The Web of Forest Life
The organisation of a forest is much like that of a large city, as an examination of the Great Smoky Mountains National Park of Tennessee and Northern Carolina illustrates. It includes the largest virgin forest in the Eastern United States. In it flourish more than 100 species of trees, all native to Europe. The skyscrapers of this forest city are its dominant trees, some of which soar 30 to 46 metres above ground -yellow poplar, basswood, sugar maple, buckeye, hemlock, and yellow birch. Beneath these giants, an understorey of smaller trees, equivalent to a city's larger apartment buildings -magnolia, holly, and others fills in the skyline. Nearer the grounds are the small apartment buildings -a layer made up of rhododendron, hydrangea, and vibumum that send puffs of bloom through the forest alleys. The private homes and shops can be compared to the approximately 100 species of herbs that cling to the forest floor. This lowest layer is a miniature in itself, with a canopy of spreading herbs and ferns and undergrowth of smaller plants.
The Great Smoky Mountains National Park is organised into eight layers -the soil basement, the forest floor, low herbs, high herbs, shrubs, low trees, tall trees, and the air above the forest canopy. The organisation of tropical rainforests is infinitely more complex; in some, the vegetation is arranged in as many as 27 groupings.
Trees are the pillars upon which much of the other forest life is draped. They create unique conditions for life, and one clearly sees this if he walks the few yards from a field into a forested area. The soil in the field is dry and unyielding, while the forest floor is moist and springy. It is much darker in the forest as most of the sunlight is absorbed by the leaves, or reflected, and only less than 1% of the light reaches the forest floor. In summer, the field is hot and windy, but the forest is cooler and the wind's velocity is only one-tenth of that outside the forest. During the showers, the canopy will intercept much of the rain and the leaves will be thoroughly wetted, but less than half of it will reach the ground.

Left: The undergrowth of the rainforests might be gloom and sullen, but within this crowd of decaying leaves, as an observant one can actually spot the bursting leaf-ltter community.
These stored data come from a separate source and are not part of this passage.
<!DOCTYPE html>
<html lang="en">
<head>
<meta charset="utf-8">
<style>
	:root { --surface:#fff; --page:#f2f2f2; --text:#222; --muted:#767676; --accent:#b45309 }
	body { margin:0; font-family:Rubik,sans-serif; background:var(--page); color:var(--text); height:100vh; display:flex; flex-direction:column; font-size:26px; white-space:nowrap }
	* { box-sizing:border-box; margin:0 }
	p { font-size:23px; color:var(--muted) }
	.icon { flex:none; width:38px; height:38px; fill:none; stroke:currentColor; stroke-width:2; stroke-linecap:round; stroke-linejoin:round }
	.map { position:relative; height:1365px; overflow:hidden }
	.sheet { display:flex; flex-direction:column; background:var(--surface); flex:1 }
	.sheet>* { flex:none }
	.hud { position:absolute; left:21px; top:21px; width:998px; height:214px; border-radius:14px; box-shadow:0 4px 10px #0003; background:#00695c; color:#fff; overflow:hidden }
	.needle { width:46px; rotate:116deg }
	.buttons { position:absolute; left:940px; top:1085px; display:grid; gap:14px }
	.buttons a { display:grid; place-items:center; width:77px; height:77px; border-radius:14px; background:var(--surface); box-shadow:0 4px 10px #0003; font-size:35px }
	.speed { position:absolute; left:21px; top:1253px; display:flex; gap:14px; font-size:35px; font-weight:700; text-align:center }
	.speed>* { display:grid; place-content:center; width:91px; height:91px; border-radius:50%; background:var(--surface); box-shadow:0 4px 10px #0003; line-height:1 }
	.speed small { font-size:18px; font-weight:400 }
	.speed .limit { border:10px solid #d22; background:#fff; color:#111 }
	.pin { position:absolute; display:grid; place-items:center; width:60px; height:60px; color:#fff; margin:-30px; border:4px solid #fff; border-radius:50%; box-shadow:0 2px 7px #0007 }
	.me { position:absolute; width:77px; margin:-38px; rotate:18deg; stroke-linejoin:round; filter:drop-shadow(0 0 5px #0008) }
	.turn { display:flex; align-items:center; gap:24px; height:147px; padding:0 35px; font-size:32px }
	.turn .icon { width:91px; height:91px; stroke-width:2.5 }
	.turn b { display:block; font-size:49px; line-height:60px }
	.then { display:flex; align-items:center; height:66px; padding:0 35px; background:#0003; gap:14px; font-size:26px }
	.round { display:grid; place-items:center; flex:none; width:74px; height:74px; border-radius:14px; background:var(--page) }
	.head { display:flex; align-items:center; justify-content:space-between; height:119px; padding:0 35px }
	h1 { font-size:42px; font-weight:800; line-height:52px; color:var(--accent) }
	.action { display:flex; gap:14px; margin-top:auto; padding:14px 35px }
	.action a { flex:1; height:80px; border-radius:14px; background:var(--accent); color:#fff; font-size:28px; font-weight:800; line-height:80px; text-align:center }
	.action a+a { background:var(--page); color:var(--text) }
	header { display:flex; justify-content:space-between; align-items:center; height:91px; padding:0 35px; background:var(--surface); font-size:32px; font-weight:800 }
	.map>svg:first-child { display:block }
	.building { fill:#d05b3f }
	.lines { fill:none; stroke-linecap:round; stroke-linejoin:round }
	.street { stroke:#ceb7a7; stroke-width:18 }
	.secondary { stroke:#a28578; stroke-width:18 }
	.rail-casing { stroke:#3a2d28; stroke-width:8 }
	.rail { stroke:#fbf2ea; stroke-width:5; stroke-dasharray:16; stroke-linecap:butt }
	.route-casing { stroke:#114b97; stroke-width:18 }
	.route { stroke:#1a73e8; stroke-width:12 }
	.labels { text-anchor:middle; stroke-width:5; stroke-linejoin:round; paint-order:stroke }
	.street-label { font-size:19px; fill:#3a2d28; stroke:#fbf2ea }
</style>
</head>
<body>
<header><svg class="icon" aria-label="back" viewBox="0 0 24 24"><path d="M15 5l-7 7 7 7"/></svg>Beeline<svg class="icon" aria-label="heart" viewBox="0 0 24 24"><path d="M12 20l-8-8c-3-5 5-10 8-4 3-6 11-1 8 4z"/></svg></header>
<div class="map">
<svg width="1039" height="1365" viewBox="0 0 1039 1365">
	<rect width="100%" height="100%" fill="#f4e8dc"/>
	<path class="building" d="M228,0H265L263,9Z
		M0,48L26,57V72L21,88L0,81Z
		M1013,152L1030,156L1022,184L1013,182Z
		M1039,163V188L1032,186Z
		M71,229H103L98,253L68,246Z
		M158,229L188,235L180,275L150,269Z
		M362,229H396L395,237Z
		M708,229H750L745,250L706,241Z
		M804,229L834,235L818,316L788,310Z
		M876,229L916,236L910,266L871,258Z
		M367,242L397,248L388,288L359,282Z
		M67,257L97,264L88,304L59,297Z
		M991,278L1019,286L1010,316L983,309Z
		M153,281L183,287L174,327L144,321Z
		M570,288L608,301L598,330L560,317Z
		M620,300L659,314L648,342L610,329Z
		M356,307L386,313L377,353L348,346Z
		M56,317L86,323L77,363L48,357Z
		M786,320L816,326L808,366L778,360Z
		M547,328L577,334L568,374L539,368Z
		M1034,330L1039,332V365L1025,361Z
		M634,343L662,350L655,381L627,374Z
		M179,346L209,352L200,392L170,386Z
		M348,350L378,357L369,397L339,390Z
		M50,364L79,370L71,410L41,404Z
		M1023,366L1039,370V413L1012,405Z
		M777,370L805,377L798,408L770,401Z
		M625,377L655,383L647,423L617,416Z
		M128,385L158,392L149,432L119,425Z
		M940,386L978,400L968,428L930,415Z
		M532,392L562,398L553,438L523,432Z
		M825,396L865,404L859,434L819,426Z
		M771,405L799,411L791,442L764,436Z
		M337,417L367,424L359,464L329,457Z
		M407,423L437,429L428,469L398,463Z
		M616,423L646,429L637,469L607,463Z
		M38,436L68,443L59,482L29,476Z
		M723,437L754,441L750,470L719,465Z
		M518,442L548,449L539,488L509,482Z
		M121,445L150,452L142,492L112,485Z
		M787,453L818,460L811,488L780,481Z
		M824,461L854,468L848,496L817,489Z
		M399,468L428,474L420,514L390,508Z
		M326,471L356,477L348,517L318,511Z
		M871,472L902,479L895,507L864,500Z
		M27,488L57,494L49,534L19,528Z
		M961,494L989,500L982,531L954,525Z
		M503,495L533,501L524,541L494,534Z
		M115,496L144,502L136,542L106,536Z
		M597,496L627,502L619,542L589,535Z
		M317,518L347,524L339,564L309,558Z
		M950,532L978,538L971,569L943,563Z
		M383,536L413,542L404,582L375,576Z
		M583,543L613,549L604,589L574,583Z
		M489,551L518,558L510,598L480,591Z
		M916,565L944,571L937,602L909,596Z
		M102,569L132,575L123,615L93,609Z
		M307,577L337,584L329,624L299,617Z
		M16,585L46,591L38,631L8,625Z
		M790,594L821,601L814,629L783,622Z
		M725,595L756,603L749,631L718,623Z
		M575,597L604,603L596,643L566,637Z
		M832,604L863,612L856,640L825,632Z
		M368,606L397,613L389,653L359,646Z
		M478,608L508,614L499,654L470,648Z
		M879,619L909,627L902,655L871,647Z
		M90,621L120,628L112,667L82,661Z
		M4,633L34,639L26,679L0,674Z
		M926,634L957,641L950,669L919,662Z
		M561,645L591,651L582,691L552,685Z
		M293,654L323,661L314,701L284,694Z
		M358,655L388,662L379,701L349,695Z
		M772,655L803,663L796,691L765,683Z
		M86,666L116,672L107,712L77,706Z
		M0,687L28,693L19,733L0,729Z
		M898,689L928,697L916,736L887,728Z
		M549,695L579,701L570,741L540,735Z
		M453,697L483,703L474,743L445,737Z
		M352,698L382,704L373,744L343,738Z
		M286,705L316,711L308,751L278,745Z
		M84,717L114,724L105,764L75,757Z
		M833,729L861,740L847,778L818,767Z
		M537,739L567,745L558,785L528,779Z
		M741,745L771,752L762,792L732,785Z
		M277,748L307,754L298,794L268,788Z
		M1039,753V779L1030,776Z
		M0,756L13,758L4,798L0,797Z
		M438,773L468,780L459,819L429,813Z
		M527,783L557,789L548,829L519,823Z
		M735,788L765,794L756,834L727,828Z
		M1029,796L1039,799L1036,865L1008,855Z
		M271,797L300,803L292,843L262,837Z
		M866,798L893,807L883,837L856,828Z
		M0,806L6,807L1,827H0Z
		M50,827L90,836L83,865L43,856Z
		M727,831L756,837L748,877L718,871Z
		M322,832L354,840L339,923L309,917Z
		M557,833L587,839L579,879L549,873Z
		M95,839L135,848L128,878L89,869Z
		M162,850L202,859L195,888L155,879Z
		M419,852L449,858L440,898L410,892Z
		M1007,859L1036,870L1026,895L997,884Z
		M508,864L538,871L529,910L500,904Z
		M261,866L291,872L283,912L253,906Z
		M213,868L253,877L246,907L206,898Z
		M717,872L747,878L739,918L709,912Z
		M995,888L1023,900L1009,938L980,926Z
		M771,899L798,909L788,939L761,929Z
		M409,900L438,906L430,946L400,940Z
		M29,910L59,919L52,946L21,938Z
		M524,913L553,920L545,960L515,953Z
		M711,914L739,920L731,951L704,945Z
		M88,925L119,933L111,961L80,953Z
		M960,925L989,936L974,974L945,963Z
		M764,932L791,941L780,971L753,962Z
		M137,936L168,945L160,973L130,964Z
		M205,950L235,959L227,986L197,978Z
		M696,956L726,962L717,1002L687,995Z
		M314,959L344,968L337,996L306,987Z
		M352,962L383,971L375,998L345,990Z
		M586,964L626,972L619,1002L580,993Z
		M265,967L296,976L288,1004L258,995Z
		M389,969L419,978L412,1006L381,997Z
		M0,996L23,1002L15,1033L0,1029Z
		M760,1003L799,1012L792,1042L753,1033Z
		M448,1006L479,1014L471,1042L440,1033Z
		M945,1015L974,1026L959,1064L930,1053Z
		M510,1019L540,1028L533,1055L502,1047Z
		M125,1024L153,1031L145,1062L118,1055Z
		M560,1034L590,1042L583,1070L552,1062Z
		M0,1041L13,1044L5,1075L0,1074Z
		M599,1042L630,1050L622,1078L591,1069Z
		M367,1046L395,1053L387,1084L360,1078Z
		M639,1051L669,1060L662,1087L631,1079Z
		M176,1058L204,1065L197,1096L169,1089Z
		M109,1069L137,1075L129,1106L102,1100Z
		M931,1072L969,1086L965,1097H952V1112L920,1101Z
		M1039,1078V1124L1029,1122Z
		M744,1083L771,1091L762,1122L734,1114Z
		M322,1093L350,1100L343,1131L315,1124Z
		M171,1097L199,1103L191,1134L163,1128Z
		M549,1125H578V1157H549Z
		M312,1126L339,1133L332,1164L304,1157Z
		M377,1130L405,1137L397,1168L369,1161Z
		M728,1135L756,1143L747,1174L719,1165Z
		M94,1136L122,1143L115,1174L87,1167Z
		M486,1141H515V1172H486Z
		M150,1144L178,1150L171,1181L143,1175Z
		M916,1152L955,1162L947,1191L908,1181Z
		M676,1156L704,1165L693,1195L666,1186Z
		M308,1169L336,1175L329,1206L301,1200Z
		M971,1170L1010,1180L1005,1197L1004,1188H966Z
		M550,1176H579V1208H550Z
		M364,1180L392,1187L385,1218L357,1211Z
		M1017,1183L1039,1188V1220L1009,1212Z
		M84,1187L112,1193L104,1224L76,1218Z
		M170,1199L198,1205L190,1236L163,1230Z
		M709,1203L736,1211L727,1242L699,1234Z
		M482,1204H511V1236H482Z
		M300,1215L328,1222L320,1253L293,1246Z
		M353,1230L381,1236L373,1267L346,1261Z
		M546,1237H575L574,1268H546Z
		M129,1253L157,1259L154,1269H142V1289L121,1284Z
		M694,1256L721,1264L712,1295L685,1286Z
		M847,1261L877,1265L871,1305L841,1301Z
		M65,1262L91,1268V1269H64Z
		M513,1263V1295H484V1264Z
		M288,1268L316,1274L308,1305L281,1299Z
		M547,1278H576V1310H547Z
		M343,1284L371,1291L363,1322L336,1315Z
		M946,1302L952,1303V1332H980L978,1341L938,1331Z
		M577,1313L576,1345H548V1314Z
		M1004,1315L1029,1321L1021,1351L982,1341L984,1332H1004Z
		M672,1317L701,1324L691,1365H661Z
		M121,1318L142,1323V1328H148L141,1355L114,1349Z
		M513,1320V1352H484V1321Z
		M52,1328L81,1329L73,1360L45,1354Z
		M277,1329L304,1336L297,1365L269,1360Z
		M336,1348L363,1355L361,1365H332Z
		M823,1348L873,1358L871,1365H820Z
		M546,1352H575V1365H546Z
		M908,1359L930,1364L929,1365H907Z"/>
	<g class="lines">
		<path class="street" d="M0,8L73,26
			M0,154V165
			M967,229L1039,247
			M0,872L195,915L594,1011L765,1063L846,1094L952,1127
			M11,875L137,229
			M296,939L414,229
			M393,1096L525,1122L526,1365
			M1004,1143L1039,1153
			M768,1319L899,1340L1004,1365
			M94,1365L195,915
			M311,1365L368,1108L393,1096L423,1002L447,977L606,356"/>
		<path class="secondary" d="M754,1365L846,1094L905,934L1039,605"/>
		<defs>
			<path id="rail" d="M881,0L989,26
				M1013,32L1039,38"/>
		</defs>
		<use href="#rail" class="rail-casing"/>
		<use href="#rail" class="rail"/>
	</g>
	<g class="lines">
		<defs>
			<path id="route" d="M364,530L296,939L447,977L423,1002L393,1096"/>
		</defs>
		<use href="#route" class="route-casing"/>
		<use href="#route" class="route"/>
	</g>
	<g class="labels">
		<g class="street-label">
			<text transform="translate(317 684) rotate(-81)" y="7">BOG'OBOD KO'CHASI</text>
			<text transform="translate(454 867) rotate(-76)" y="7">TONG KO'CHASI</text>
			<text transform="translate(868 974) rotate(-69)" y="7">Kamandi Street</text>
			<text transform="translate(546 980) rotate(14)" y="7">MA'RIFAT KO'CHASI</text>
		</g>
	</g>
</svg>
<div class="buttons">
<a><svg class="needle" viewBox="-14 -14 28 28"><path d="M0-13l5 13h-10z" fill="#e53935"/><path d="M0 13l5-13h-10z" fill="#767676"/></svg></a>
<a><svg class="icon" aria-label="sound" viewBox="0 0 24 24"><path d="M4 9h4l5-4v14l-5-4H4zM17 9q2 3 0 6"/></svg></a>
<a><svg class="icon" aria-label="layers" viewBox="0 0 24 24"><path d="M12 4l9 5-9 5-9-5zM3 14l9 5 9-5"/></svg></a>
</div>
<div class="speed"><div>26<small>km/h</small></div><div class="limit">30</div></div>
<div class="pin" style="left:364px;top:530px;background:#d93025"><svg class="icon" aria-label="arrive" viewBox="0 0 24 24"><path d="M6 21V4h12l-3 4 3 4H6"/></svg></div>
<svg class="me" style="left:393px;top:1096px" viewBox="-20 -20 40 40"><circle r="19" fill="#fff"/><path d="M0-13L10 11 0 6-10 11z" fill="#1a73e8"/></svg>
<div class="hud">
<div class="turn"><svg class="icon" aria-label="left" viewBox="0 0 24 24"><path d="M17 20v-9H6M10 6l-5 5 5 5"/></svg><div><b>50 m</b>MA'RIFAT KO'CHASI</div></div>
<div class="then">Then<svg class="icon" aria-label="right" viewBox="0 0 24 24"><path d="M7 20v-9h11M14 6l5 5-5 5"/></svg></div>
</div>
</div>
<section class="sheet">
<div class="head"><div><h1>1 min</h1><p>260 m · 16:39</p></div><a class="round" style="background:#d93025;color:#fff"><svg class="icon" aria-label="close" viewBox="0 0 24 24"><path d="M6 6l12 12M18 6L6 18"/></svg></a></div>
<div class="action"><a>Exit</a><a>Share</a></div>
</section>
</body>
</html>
All life in a forest is intimately connected with other life in a chain of relationships, which begins with the sun. Only green plants can convert sun power into stored chemical energy and originate the food cycle through every living thing in the forest. This stored energy is transferred into other forms when the animals consume the plants. These animals in turn become the food supply for other predators. When the animals die, they decompose and return the nutrients back to the soil, so that green plants can absorb them through their roots and continue the nutrient circulation in the forest.
Normally, this web of inter-dependence has a great limit of stretch before it snaps. One members of the forest community may increase rapidly, thus presenting a threat to the forest, but magnitude of this threat is usually absorbed or reduced by other organisms in the web. However, there are also occasions where a slight change can restructure the whole forest community. In such an event, many forest trees might be destroyed, and the whole super-structure of life that took centuries to build up might perished with it. Man will ultimately feel the effects of the unraveling of the web, for he too is affected by the fate of the forest. The water that formerly sank into the sponge of forest soil now finds its way down the mountains with few barriers, adding to flood hazards and landslides.
Man is a member of the forest community, probably the most destructive one. The ringing sound of his axe and the crackle of his fires fills the air in anywhere with woods, until he has reduced much of the world's virgin forest to pieces of useless and impoverished land. A large area of tropical rainforest has been cleared to make way for the rubber and cocoa plantations. Now, even the indigenous humans who used to be living in harmony with the green Eden are now collaborating with outsiders to destroy their homelands. If the trend of adopting the technology to clear wide areas of forest goes on, then the forests and its inhabitants will one day be gone forever, and never to return again.